::: GIVEN RECORDS :::

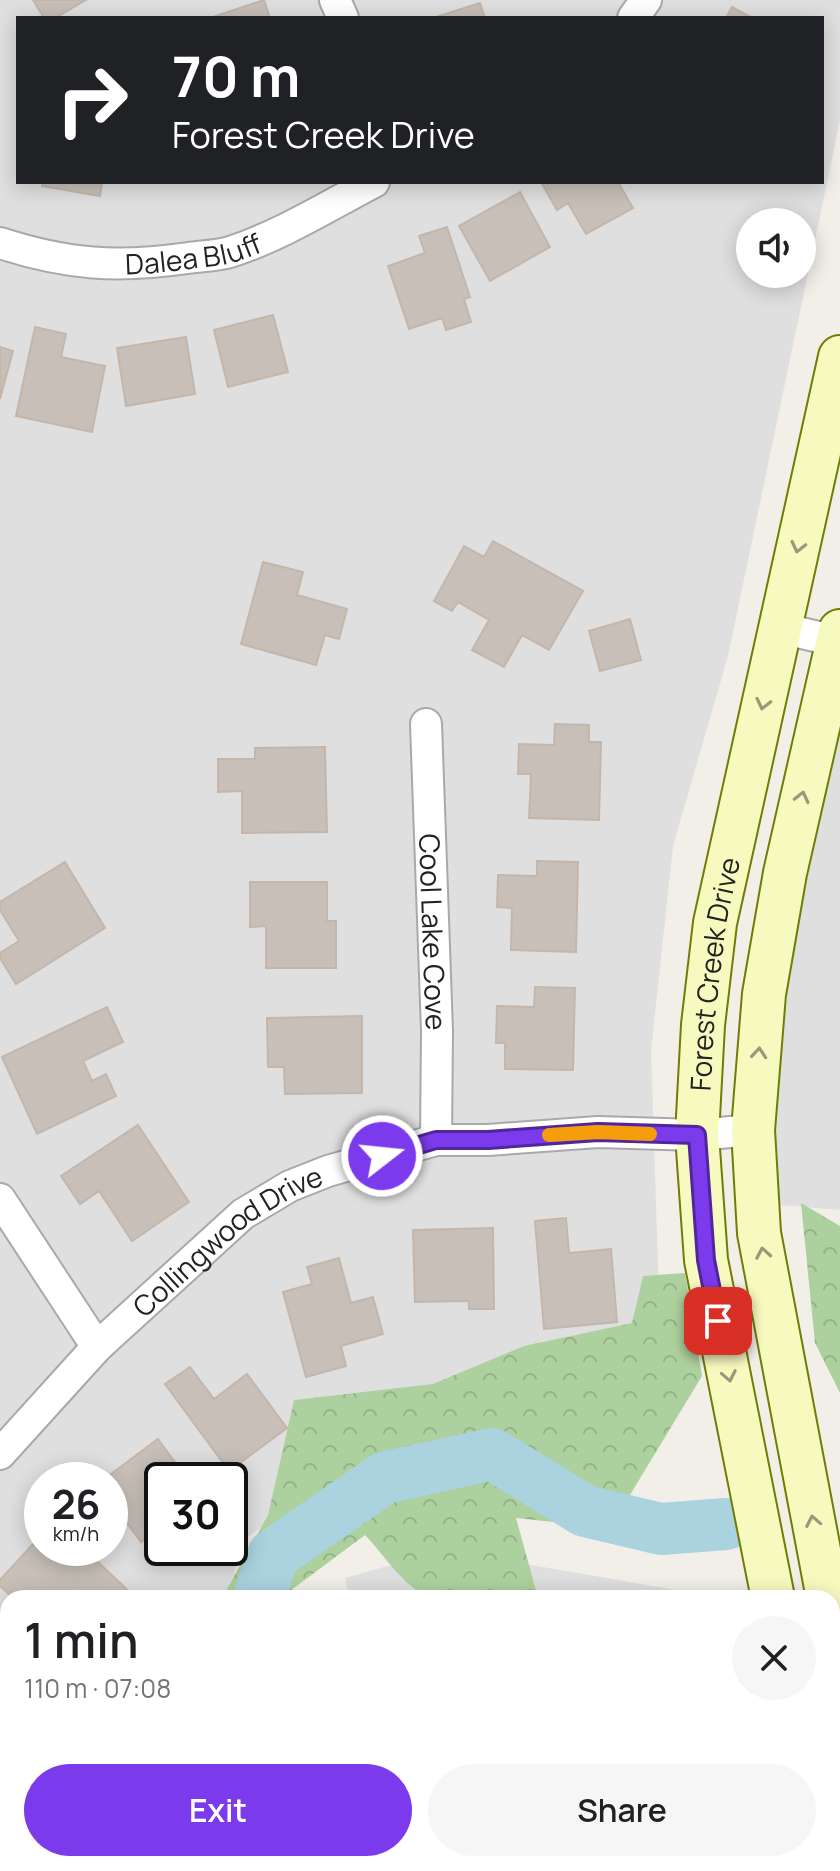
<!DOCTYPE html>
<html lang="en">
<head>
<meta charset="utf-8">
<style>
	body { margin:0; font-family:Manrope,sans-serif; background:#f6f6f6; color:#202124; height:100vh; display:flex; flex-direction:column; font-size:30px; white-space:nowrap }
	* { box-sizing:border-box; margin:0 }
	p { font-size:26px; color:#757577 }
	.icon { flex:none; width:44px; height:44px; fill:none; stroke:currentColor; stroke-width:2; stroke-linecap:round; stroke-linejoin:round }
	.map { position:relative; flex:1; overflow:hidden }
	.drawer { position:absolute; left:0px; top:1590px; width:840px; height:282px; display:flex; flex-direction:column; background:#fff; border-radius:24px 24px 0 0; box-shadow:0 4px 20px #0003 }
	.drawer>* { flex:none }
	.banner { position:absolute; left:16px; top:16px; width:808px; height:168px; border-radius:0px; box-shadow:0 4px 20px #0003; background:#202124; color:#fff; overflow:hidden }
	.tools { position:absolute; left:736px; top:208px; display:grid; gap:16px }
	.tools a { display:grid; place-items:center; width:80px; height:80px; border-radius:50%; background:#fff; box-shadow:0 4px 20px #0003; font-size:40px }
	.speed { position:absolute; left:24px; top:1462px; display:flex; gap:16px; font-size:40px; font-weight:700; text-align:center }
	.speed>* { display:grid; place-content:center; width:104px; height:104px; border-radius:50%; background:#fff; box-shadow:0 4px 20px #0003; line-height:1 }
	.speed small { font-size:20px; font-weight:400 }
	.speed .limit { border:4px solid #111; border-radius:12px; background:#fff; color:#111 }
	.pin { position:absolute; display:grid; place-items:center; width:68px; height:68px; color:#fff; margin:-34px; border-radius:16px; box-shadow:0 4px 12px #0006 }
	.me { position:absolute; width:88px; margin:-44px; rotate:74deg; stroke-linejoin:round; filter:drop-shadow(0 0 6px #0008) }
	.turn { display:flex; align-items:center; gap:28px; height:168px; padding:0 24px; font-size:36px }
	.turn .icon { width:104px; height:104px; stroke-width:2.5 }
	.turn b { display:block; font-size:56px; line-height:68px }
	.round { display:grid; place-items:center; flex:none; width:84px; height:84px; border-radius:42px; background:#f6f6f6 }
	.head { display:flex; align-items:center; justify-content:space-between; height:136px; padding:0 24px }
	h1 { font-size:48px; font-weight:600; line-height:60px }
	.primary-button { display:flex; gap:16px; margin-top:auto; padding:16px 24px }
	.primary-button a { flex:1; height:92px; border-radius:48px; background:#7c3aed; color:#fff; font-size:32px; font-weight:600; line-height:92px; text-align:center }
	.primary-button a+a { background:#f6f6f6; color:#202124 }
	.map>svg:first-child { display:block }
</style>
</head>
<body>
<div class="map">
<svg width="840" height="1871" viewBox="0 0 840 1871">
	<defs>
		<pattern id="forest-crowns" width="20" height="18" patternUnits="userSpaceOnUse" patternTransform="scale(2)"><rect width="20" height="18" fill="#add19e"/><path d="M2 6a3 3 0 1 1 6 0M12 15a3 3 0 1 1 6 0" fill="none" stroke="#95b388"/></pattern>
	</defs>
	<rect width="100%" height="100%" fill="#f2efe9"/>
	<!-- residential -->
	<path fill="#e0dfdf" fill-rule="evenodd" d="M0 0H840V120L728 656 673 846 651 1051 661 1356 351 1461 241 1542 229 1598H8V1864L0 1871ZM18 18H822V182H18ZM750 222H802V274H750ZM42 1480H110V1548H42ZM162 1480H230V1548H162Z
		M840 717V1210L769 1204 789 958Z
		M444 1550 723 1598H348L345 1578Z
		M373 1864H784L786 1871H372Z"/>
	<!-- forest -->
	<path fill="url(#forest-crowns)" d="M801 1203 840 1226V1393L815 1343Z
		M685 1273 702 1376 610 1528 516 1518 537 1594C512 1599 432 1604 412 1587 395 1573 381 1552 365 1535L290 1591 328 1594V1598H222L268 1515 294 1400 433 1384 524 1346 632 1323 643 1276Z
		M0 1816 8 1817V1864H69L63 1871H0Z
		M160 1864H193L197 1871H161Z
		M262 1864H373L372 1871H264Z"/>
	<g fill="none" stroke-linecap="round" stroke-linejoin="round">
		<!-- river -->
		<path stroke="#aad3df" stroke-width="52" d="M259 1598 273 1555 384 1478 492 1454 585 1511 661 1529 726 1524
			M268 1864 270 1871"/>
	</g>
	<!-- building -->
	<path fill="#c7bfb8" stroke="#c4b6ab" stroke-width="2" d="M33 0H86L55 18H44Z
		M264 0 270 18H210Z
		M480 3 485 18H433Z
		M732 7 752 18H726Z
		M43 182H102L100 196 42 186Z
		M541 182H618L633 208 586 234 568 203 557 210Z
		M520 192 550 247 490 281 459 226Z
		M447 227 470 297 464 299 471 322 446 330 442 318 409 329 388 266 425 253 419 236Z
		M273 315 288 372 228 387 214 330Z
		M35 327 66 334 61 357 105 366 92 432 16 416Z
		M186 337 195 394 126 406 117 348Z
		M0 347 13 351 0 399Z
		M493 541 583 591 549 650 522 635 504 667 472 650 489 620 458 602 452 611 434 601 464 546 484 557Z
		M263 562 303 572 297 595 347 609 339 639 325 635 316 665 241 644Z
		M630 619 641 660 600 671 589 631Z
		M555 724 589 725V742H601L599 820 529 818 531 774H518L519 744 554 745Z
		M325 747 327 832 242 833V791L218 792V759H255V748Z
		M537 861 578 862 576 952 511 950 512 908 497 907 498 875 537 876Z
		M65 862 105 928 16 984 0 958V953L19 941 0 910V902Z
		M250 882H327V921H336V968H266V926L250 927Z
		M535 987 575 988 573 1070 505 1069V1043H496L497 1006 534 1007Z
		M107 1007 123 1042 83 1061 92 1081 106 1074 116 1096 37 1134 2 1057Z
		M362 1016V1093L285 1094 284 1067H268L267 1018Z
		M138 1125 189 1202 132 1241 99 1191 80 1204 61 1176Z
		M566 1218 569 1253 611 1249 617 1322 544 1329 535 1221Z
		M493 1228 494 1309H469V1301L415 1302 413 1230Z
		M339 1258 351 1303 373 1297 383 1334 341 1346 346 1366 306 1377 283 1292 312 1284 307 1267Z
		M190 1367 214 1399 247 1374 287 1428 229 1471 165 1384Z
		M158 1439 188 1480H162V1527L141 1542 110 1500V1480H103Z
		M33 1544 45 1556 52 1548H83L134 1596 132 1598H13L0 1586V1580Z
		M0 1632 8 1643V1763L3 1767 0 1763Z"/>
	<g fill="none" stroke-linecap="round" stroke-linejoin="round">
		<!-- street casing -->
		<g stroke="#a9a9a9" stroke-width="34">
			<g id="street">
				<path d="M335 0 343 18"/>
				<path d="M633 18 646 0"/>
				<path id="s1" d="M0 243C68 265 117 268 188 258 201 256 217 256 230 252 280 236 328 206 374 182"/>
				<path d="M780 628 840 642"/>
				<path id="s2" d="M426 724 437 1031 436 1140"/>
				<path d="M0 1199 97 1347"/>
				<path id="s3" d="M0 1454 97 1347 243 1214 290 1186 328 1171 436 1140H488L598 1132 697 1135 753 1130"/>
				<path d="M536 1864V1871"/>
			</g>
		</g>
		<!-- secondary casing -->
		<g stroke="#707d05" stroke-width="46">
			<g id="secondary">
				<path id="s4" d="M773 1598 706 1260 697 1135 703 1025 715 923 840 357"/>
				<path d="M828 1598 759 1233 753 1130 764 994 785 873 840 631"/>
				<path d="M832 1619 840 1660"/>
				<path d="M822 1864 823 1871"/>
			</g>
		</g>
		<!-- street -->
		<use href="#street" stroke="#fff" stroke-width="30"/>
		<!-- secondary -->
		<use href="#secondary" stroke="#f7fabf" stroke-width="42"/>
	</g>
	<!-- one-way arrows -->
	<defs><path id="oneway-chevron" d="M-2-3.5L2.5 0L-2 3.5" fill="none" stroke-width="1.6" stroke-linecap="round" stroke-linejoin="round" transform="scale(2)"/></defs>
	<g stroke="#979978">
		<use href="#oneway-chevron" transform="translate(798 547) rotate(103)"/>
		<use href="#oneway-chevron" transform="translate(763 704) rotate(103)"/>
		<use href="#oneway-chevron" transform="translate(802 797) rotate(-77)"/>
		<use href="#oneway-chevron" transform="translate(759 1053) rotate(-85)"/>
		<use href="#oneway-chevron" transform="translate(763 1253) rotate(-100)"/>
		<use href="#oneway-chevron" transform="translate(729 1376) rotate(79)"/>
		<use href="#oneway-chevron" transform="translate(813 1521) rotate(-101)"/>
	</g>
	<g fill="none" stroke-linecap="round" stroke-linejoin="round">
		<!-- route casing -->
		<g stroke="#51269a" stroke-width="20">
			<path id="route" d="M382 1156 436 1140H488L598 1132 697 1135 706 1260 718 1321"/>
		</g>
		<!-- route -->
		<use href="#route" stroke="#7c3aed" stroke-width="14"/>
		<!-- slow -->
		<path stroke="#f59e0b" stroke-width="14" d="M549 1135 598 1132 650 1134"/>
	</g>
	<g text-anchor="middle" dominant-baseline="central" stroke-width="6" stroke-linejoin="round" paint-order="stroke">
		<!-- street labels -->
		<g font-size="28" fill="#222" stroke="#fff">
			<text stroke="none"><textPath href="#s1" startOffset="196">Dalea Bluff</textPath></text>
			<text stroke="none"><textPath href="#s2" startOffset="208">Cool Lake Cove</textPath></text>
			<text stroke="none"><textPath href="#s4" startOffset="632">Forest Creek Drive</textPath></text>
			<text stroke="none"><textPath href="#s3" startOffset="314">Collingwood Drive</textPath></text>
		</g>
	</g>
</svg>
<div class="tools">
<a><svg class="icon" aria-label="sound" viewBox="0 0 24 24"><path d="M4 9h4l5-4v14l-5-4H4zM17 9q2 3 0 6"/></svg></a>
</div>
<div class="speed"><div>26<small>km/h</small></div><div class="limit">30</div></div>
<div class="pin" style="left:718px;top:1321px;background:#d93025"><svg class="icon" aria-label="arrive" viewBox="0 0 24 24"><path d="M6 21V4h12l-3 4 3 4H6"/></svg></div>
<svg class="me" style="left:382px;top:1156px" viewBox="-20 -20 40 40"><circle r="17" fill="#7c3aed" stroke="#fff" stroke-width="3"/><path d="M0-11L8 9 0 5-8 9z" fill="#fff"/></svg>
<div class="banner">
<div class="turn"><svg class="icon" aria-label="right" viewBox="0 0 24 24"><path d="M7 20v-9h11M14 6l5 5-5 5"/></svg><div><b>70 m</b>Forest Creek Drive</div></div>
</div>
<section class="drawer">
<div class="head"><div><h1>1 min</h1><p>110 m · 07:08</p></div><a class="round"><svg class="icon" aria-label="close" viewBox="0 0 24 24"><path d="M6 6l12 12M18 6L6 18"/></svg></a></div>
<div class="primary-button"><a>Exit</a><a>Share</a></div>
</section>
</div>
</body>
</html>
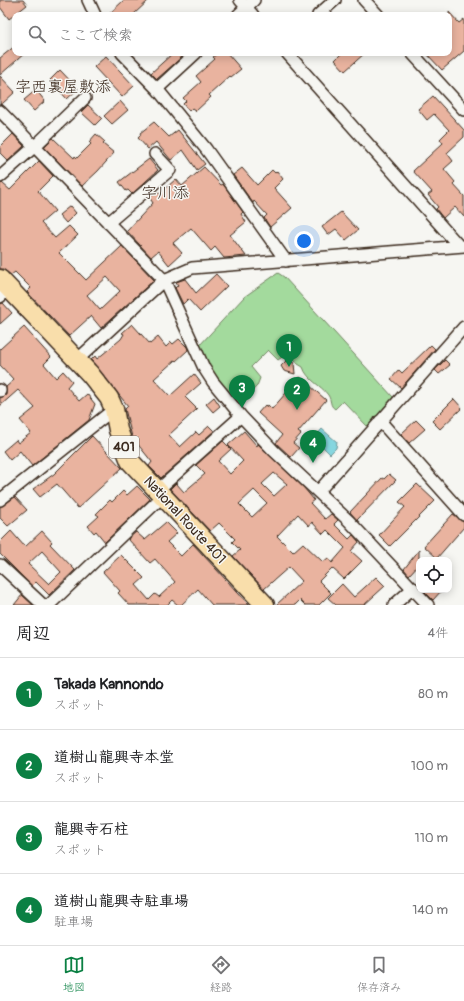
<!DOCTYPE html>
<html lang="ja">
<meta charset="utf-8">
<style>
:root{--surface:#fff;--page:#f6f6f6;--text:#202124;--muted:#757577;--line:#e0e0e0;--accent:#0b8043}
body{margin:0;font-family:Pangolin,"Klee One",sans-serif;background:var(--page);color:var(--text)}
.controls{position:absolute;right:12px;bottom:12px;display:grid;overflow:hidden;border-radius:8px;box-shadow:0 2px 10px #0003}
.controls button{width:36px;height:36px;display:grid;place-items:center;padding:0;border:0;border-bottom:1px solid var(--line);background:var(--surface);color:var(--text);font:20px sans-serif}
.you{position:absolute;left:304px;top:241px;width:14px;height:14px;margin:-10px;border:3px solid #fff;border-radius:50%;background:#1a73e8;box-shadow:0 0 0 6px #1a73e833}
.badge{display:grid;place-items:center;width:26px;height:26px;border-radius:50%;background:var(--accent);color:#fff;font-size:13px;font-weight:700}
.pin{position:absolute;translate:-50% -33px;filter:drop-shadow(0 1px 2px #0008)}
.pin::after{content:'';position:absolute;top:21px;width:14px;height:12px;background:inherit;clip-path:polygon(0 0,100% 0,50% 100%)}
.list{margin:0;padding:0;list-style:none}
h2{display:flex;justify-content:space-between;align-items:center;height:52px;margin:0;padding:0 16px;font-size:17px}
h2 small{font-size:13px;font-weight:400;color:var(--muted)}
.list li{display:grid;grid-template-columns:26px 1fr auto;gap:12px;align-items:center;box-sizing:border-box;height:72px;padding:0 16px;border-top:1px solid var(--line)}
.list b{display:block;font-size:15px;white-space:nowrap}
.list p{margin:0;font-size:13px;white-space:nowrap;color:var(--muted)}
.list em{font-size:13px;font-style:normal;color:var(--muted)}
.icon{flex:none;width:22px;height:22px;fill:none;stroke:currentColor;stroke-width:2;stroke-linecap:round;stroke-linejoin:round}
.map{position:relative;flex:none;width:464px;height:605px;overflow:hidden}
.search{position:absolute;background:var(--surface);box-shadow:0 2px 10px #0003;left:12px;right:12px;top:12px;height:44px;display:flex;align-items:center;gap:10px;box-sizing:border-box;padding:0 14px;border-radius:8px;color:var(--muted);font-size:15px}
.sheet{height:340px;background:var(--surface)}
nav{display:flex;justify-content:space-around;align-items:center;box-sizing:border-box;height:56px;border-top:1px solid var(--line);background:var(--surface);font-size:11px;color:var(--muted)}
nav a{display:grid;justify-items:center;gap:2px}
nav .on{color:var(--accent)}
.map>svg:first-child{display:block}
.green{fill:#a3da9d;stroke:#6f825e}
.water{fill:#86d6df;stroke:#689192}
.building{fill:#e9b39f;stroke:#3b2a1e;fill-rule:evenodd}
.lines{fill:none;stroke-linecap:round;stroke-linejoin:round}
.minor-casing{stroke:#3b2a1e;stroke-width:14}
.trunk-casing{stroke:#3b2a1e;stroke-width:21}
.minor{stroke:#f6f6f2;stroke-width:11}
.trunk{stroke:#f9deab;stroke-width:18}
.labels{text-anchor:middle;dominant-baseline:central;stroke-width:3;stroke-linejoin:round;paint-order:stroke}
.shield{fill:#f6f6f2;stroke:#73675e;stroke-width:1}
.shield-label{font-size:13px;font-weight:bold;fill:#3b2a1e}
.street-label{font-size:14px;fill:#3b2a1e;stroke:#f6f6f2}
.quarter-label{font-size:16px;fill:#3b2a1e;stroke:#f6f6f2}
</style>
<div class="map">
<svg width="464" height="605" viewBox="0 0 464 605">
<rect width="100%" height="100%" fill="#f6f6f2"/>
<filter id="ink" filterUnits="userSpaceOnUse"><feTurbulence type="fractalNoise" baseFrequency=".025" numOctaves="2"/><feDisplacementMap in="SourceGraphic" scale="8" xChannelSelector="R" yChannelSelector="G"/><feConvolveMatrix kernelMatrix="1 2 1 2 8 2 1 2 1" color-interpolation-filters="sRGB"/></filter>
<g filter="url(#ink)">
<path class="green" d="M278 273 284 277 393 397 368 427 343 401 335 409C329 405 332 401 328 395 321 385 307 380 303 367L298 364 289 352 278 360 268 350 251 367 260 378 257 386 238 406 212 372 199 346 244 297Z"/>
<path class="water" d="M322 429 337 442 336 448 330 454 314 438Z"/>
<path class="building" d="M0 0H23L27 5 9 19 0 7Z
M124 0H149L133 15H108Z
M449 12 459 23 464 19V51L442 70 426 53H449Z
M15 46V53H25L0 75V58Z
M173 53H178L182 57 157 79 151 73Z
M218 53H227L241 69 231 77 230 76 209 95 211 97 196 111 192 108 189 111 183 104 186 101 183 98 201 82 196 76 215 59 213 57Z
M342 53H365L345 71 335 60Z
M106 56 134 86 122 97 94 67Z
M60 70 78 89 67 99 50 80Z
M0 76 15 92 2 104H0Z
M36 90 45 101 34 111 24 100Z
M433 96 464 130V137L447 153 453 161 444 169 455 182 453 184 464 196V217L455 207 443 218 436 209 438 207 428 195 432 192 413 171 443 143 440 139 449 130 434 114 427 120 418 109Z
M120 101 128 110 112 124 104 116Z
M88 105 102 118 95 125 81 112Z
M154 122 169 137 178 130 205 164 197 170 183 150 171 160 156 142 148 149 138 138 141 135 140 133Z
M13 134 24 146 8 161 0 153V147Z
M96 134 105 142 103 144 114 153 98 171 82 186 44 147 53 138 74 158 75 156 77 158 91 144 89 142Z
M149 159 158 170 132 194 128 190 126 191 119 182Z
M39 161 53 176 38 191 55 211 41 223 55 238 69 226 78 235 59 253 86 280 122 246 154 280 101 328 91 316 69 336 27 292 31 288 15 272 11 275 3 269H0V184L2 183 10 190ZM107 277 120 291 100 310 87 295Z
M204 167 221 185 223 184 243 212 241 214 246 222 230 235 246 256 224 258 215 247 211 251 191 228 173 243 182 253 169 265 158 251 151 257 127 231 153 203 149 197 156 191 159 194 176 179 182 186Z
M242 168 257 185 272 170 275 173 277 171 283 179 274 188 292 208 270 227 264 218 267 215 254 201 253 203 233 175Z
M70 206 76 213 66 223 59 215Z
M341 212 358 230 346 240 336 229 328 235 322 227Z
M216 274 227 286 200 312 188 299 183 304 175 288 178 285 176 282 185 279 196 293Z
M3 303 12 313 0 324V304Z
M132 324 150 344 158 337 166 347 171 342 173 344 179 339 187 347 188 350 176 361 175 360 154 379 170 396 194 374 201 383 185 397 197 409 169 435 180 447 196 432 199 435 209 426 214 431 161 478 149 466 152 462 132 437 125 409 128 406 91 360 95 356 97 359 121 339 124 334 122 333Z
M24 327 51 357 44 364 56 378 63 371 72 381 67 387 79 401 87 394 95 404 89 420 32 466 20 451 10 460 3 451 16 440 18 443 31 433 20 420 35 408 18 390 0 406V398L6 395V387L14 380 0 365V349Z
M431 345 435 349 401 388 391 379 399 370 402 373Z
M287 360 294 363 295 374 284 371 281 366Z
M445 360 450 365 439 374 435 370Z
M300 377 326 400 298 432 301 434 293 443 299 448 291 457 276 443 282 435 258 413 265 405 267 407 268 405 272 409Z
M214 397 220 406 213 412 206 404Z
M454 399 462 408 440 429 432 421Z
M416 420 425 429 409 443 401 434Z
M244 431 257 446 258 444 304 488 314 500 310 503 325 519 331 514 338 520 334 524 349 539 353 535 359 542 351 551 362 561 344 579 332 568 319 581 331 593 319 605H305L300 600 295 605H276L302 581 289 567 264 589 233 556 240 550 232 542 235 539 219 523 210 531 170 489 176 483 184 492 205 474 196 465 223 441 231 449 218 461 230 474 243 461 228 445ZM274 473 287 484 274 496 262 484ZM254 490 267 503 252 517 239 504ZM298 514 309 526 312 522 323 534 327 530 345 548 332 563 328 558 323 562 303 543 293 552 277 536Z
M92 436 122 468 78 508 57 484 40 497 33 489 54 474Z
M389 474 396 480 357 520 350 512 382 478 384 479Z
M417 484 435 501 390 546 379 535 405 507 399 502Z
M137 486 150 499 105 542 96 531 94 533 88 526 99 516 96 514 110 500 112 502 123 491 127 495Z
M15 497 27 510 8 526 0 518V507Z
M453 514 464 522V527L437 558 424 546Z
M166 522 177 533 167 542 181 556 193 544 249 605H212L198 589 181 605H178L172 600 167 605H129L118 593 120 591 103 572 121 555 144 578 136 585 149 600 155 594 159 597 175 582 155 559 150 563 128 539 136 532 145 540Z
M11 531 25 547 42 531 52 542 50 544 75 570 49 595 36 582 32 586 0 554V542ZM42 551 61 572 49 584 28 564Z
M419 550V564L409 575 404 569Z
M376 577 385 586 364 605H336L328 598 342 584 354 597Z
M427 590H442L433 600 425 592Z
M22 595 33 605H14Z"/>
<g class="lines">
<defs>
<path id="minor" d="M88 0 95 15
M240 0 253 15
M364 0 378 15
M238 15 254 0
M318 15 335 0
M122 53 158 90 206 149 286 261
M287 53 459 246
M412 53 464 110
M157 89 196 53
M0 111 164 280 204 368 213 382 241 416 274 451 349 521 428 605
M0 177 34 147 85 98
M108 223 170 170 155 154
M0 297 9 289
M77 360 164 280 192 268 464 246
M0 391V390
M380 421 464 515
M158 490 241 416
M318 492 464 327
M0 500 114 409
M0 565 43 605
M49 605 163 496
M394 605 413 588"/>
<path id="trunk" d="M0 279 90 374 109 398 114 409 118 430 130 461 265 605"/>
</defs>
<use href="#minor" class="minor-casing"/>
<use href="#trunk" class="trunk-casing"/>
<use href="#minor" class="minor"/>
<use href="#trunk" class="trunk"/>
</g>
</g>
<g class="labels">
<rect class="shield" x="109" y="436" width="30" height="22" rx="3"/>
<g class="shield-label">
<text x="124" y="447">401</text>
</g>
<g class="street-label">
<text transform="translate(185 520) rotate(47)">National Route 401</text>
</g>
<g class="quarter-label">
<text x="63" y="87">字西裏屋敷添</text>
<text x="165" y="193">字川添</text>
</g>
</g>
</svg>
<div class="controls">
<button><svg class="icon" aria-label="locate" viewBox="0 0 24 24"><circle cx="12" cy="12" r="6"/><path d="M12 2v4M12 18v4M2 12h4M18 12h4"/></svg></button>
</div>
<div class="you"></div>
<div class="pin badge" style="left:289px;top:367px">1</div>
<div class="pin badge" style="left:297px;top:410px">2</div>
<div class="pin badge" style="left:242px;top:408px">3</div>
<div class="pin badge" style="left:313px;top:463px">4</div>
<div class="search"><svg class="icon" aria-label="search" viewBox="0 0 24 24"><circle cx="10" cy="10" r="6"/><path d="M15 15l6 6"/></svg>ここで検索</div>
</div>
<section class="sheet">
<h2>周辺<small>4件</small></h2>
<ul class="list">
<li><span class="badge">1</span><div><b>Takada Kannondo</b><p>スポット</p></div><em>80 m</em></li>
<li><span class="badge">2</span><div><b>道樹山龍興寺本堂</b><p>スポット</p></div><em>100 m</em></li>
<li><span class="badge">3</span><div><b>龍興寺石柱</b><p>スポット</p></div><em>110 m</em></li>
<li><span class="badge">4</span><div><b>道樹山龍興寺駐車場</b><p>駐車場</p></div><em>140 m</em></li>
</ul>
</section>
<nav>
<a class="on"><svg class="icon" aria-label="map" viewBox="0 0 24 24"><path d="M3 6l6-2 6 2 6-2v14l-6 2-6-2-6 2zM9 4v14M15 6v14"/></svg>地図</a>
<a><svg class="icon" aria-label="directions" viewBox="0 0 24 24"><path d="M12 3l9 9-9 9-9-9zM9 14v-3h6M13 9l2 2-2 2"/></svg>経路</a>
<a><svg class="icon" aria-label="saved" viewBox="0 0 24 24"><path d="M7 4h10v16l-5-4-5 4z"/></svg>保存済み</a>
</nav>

:::

**EXERCISE DESCRIPTION**
Determine how many lines in the data above include the word "html", and state that number only.

**REPLY**
5